O pesquisador reconheceu que os polímatos estão na contramão da tendência de especialização do conhecimento, mas defendeu a formação de estudiosos dedicados a vários campos do conhecimento. “Precisamos de generalistas do conhecimento. Eles são pessoas curiosas, competitivas e com a capacidade de concentrar sua ação em campos distintos. Antes era normal o professor ser de uma área e ministrar aulas em outros campos. Isso tem se tornado cada vez mais raro, mas precisa ser resgatado”, concluiu.

Peter Burke
O convidado da série Desafios contemporâneos é doutor em História pela Universidade de Oxford (Inglaterra). Foi docente da Princeton University (EUA) e professor-visitante do Instituto de Estudos Avançados (IEA) da Universidade de São Paulo (USP), onde desenvolveu o projeto de pesquisa Duas crises de consciência histórica. Especialista em Teoria da História e do Conhecimento, Burke enfatiza, em suas análises, a relevância dos aspectos socioculturais. Tem mais de 28 livros publicados e traduzidos para 31 idiomas.

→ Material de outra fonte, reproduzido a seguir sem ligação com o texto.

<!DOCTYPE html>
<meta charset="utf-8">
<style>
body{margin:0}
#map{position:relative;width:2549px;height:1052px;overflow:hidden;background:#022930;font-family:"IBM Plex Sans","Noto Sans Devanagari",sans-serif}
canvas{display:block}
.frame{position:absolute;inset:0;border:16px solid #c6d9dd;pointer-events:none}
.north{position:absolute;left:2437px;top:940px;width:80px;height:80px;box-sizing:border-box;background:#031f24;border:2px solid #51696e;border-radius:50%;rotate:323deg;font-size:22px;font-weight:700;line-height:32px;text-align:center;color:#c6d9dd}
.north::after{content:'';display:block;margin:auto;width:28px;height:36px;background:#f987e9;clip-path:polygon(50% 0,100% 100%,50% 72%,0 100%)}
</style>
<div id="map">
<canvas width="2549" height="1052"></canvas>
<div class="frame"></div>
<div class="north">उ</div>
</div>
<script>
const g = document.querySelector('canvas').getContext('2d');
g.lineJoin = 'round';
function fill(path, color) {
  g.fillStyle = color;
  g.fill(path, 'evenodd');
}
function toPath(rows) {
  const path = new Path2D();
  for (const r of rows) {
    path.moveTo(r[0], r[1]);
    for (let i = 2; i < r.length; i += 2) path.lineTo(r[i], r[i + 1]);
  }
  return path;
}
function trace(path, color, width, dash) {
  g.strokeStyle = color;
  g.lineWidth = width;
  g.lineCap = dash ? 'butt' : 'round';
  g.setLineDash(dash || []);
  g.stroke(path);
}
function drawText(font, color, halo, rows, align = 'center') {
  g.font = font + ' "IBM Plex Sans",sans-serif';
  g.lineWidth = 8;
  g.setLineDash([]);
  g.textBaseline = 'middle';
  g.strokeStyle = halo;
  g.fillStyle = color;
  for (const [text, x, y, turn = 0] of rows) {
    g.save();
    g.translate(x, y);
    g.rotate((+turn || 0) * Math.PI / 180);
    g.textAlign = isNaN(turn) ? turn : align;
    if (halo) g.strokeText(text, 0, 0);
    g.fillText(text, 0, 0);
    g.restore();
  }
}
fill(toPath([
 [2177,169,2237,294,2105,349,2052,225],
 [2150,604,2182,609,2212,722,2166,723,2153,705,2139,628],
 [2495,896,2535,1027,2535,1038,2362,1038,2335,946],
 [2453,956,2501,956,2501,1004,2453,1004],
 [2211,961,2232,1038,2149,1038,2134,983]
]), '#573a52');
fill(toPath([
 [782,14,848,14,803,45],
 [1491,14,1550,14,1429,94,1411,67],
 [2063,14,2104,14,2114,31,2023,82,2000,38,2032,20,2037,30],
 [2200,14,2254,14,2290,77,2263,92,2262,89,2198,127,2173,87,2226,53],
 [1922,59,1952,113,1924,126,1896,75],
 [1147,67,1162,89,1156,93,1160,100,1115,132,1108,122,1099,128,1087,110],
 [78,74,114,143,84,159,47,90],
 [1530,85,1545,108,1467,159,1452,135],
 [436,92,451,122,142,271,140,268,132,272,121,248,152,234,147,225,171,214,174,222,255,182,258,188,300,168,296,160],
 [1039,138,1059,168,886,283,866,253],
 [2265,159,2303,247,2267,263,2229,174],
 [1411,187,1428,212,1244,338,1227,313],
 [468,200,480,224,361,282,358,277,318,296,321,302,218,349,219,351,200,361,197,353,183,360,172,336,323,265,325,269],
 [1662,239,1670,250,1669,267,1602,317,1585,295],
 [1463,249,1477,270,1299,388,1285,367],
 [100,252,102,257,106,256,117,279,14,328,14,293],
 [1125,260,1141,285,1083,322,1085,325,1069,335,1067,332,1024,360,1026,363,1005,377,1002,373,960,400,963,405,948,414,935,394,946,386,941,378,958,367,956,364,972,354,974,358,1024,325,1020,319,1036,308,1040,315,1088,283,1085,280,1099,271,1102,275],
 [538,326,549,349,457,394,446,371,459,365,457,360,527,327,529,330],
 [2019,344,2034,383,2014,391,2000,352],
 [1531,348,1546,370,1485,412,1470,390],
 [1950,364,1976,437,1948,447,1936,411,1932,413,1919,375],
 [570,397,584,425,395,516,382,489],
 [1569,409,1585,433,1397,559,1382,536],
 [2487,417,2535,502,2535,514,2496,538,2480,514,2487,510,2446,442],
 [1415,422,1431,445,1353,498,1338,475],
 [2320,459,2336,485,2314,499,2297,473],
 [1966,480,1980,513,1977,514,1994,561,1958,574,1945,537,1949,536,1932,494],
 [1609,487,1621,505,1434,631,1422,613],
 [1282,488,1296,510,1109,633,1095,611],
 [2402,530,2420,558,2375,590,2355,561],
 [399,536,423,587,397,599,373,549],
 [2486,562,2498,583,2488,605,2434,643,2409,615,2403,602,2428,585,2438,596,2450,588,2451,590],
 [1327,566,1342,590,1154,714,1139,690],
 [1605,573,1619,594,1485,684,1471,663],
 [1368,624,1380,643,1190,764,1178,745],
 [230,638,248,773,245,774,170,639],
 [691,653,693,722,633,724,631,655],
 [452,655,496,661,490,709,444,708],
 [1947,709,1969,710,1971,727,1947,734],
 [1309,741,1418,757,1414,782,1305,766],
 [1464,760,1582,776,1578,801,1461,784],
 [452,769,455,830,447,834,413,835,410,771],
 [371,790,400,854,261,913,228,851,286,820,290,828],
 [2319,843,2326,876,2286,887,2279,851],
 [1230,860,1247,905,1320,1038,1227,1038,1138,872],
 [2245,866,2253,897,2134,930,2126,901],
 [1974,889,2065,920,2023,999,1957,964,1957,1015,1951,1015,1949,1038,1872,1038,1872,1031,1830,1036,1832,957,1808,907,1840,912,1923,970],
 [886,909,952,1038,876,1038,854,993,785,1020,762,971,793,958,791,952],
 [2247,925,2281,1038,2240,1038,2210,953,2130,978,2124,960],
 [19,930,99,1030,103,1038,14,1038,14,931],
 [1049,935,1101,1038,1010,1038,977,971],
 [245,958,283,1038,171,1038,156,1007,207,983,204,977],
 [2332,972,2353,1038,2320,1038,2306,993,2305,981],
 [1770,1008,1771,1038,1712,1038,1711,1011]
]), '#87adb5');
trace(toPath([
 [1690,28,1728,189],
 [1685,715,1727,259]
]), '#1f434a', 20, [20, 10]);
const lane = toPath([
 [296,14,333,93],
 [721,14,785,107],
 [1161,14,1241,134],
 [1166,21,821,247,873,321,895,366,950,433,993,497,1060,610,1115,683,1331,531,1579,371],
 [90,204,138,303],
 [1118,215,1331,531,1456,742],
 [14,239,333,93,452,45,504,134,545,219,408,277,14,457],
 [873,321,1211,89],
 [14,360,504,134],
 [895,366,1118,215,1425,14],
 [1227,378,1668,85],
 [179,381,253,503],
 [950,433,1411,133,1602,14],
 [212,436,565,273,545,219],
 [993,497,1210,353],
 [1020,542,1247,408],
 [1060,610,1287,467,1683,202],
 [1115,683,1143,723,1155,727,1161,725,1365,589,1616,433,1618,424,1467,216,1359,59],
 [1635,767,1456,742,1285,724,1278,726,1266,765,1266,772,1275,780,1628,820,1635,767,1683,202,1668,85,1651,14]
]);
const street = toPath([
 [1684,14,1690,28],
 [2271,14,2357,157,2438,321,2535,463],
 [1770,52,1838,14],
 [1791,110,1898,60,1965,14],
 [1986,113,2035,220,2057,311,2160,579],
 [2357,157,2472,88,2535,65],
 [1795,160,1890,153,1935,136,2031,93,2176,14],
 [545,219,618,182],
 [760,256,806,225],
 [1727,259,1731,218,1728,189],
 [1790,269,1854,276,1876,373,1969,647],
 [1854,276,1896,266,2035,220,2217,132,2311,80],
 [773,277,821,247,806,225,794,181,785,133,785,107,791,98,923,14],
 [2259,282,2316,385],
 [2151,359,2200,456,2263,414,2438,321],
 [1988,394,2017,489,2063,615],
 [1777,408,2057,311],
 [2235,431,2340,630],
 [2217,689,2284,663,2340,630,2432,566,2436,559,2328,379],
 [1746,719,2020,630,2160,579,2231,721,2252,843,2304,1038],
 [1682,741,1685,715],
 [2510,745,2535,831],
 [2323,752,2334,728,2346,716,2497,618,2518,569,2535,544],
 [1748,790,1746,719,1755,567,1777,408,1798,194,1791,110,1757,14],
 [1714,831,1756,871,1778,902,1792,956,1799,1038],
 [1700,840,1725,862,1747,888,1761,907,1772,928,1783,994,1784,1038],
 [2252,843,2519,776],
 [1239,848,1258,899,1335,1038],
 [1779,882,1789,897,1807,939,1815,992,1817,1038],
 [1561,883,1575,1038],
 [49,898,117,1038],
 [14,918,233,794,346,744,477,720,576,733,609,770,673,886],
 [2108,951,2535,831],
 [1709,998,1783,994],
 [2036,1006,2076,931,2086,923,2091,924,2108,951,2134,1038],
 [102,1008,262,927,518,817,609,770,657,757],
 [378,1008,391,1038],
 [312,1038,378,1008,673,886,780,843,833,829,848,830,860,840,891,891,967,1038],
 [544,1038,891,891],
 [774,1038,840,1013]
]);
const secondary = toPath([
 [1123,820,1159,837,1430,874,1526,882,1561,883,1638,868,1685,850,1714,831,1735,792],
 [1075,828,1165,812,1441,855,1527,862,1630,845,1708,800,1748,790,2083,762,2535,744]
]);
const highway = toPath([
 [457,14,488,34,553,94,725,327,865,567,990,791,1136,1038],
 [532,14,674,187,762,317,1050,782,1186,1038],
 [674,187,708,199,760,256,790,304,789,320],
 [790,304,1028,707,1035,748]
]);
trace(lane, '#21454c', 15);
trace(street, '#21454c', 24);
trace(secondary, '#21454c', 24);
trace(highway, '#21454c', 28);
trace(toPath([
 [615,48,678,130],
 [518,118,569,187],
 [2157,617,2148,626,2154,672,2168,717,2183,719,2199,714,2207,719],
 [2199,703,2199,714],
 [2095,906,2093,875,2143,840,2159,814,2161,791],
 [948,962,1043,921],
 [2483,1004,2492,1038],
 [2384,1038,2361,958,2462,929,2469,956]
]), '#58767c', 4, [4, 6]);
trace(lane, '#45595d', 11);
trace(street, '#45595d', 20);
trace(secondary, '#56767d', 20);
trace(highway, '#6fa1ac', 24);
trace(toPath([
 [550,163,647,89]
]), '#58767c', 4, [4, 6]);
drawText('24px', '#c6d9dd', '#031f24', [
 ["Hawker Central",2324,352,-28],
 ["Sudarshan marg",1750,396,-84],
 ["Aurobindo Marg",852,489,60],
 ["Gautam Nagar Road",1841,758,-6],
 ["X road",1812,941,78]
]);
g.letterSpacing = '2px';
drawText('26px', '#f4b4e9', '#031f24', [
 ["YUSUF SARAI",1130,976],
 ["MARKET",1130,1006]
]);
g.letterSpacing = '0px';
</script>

O reitor da UFMG, Jaime Arturo Ramírez, e a professora da Faculdade de Letras, Juliana Gambogi, participaram da abertura da palestra
O reitor Jaime Ramírez e a professora da Fale Juliana Gambogi compuseram a mesa com o historiadorLucas Braga / UFMG

Gilberto Freyre

A série UFMG, 90: desafios contemporâneos encerra-se na quinta-feira, dia 23, com a conferência Gilberto Freyre: nosso contemporâneo?, que será proferida pela historiadora Maria Lúcia Garcia Pallares-Burke. Pós-doutora pela Universidade de Cambridge (Inglaterra), ela foi professora da Faculdade de Educação da USP, onde obteve os graus de mestre, doutor e livre docente. Pesquisadora associada do Centre of Latin American Studies da Universidade de Cambridge, tem-se dedicado ao estudo da circulação e recepção de ideias nos contextos europeu e latino-americano e à trajetória intelectual de pensadores como Gilberto Freyre, Rüdiger Bilden e Anísio Teixeira. A conferência começa às 10h, no auditório 104 do Centro de Atividades Didáticas de Ciências Humanas (CAD 2)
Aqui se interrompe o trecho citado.